#### DATA PROVIDED

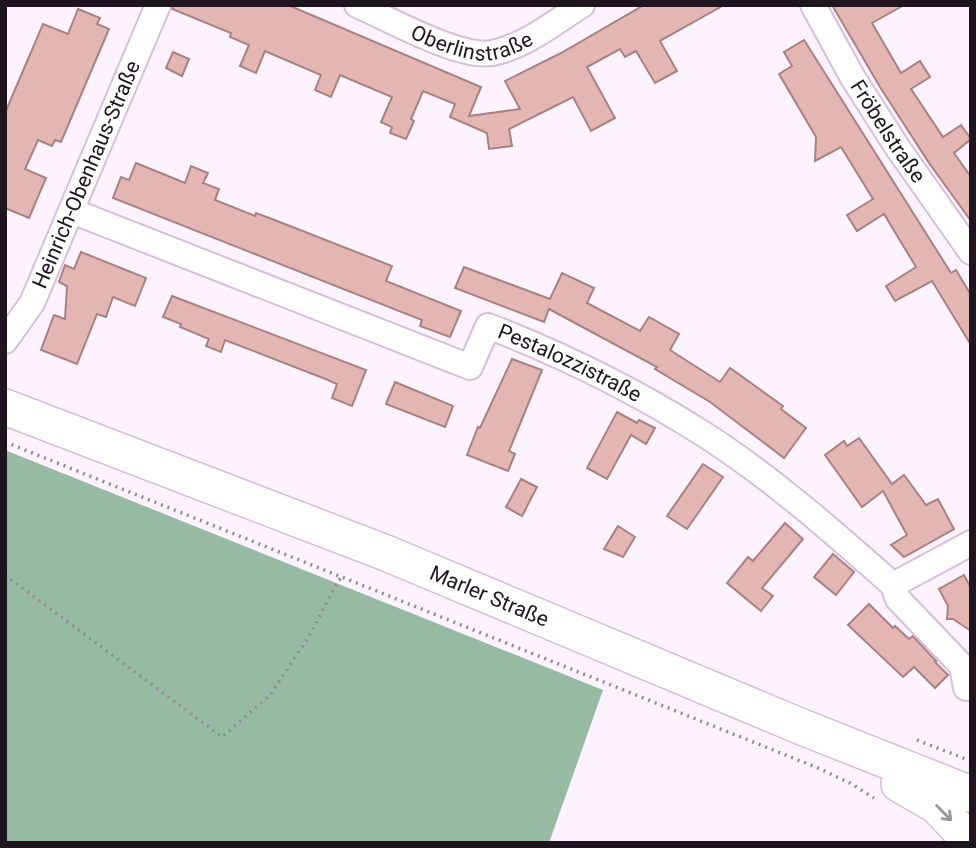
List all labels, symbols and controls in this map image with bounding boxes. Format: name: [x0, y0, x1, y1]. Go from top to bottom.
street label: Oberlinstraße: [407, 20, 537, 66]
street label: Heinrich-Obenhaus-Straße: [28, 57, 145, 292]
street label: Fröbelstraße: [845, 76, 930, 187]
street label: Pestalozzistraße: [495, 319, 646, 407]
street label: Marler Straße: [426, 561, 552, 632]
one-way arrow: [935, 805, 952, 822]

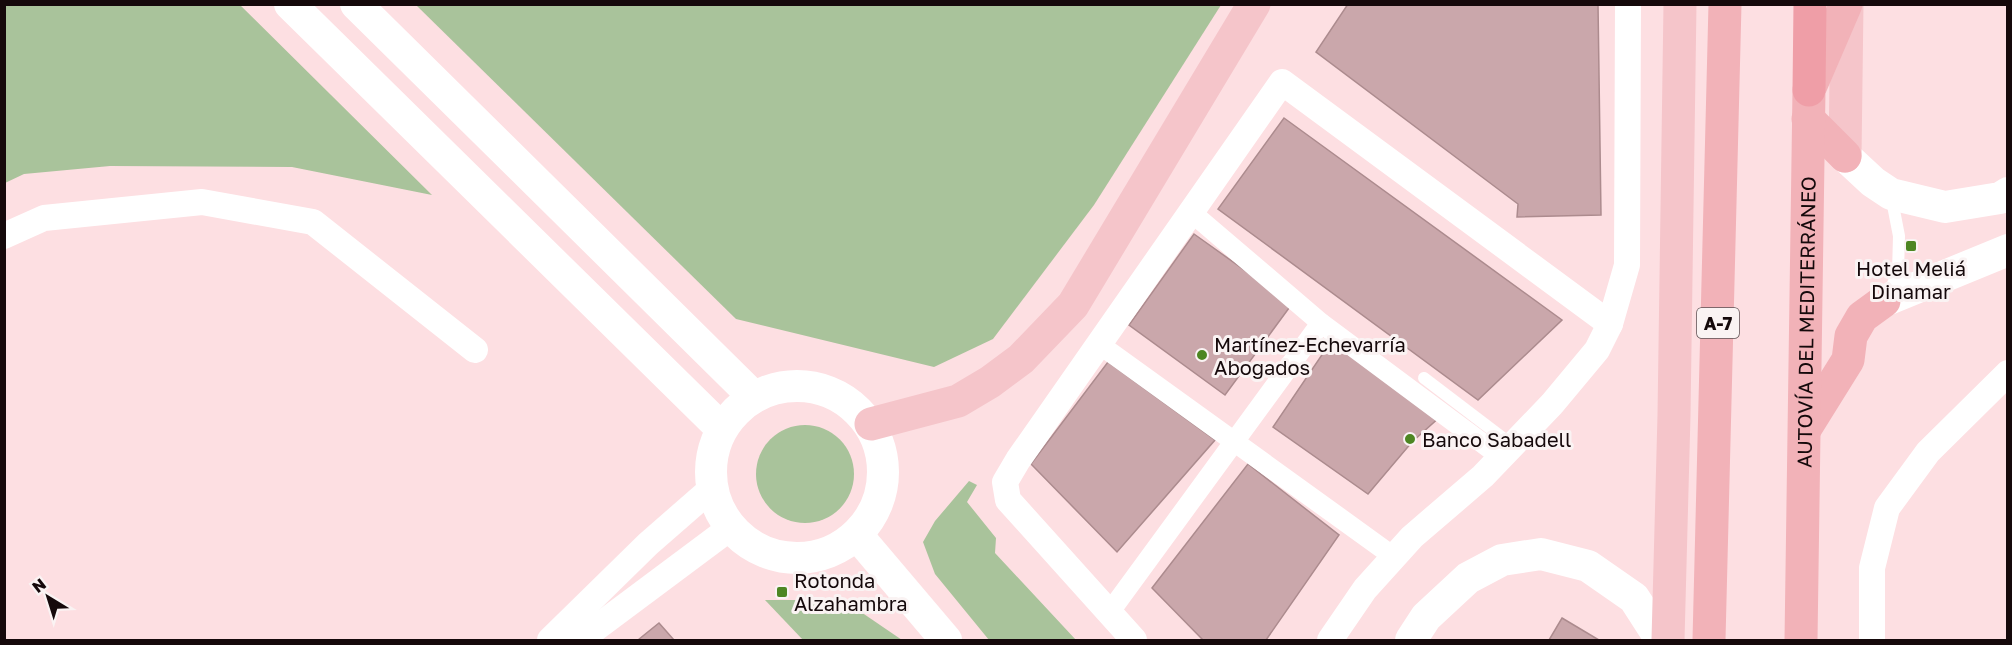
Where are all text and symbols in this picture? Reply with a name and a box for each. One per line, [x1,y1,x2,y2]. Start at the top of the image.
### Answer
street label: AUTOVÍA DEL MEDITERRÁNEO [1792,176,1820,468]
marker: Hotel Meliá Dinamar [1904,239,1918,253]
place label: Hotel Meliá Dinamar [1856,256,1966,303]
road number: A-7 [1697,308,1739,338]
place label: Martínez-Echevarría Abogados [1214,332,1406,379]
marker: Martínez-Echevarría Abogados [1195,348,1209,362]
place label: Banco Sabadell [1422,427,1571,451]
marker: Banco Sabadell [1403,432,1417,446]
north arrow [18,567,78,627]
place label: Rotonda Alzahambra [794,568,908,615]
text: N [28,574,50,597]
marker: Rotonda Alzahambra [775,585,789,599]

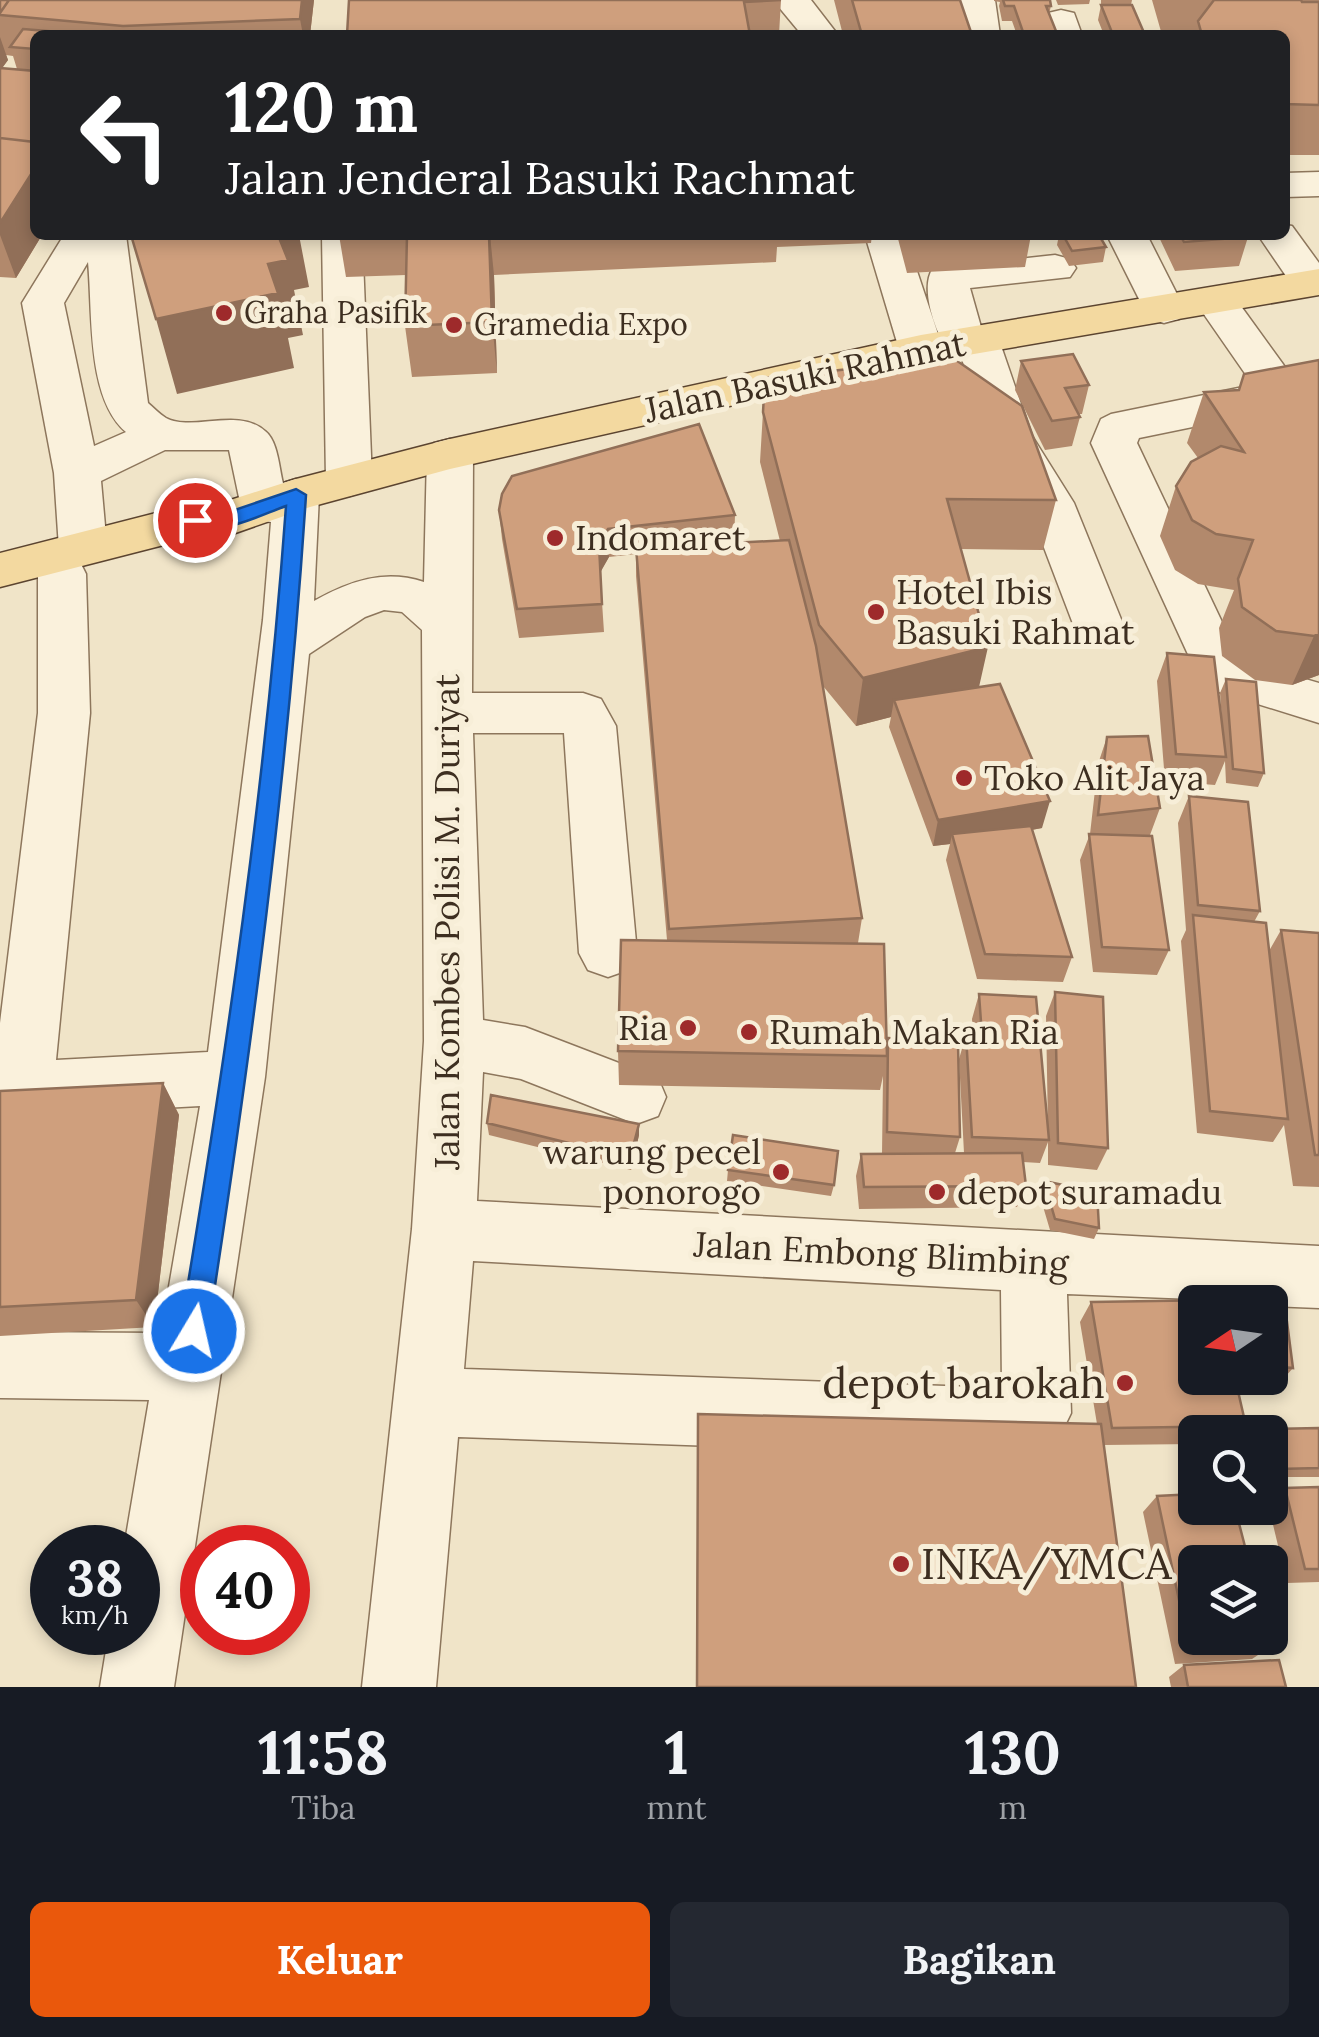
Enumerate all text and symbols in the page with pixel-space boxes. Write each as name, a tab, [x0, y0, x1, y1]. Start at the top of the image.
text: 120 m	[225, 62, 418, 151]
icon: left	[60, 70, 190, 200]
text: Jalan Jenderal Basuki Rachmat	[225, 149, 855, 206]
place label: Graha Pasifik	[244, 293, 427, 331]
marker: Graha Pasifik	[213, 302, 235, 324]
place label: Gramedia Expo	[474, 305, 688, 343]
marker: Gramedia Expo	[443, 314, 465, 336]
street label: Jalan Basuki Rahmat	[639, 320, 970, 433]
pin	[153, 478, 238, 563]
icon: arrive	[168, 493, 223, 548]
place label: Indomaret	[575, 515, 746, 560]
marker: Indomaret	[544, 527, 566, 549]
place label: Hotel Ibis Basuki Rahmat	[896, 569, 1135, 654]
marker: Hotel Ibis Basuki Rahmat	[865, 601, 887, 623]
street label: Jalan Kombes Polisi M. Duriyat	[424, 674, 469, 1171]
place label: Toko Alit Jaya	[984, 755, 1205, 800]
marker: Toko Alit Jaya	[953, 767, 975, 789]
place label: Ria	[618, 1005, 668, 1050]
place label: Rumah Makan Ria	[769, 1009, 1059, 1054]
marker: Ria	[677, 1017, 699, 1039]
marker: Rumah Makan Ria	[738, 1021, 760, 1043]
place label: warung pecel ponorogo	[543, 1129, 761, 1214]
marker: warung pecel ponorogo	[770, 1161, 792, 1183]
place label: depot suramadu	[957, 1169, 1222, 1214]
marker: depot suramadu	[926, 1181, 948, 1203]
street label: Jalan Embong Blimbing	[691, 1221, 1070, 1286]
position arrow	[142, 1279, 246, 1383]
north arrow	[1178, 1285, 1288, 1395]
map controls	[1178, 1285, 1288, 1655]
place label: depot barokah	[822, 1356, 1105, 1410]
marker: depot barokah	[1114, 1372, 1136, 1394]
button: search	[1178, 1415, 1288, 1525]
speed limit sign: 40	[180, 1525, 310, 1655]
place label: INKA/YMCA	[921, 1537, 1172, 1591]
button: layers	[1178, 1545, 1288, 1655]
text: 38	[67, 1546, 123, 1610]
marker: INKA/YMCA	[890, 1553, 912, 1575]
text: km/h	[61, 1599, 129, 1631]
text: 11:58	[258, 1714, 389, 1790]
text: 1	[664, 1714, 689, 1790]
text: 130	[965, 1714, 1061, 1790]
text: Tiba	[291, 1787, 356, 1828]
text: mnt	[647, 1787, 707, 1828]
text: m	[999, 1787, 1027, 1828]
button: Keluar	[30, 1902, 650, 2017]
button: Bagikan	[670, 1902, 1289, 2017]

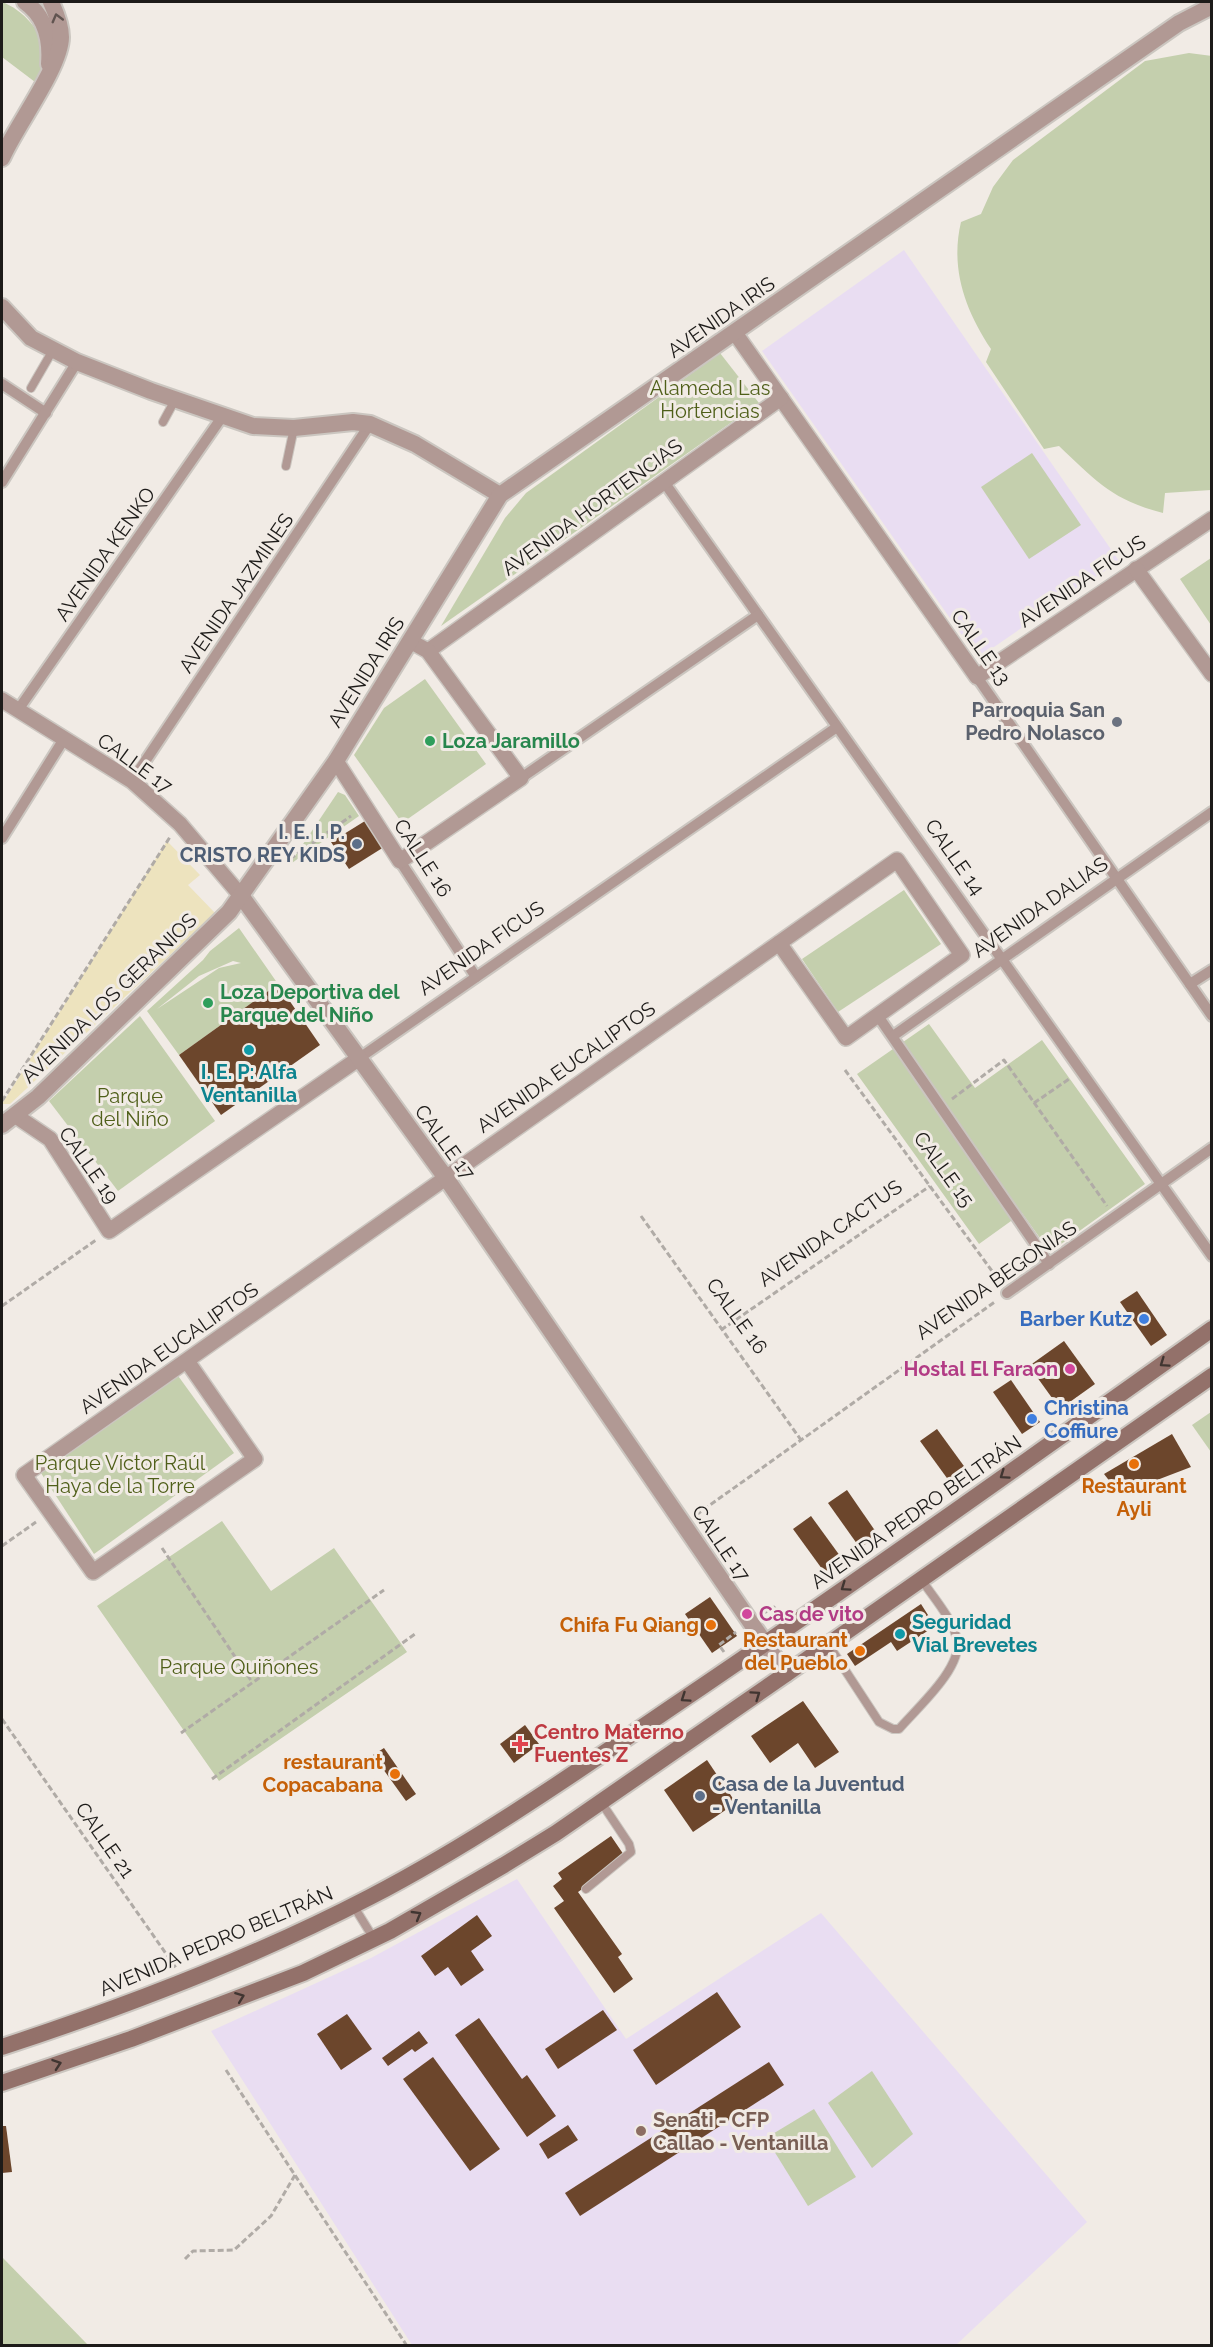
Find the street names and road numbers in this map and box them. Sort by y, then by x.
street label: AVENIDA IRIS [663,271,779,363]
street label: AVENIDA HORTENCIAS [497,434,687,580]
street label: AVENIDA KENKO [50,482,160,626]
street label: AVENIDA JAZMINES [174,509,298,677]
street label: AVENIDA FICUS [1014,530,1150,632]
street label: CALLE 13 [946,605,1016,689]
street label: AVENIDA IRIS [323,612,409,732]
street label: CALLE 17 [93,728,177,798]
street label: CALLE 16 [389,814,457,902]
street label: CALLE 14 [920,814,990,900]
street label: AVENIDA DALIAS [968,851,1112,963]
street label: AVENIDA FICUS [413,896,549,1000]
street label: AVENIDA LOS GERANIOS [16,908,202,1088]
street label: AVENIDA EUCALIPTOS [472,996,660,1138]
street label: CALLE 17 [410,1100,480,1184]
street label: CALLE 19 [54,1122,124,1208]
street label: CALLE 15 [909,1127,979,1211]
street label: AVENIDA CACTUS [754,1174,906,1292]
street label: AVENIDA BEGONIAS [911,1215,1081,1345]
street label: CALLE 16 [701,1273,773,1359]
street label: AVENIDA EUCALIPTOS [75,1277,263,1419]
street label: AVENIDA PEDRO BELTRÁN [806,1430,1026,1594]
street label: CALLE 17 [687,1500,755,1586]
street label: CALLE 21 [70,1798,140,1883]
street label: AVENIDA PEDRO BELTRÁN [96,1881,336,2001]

########

- **AIM OF THE TASK**:
Reproduce each line of the records in which the word "ponorogo" appears.

- **RESPONSE TO THE TASK**:
place label: warung pecel ponorogo	[543, 1129, 761, 1214]
marker: warung pecel ponorogo	[770, 1161, 792, 1183]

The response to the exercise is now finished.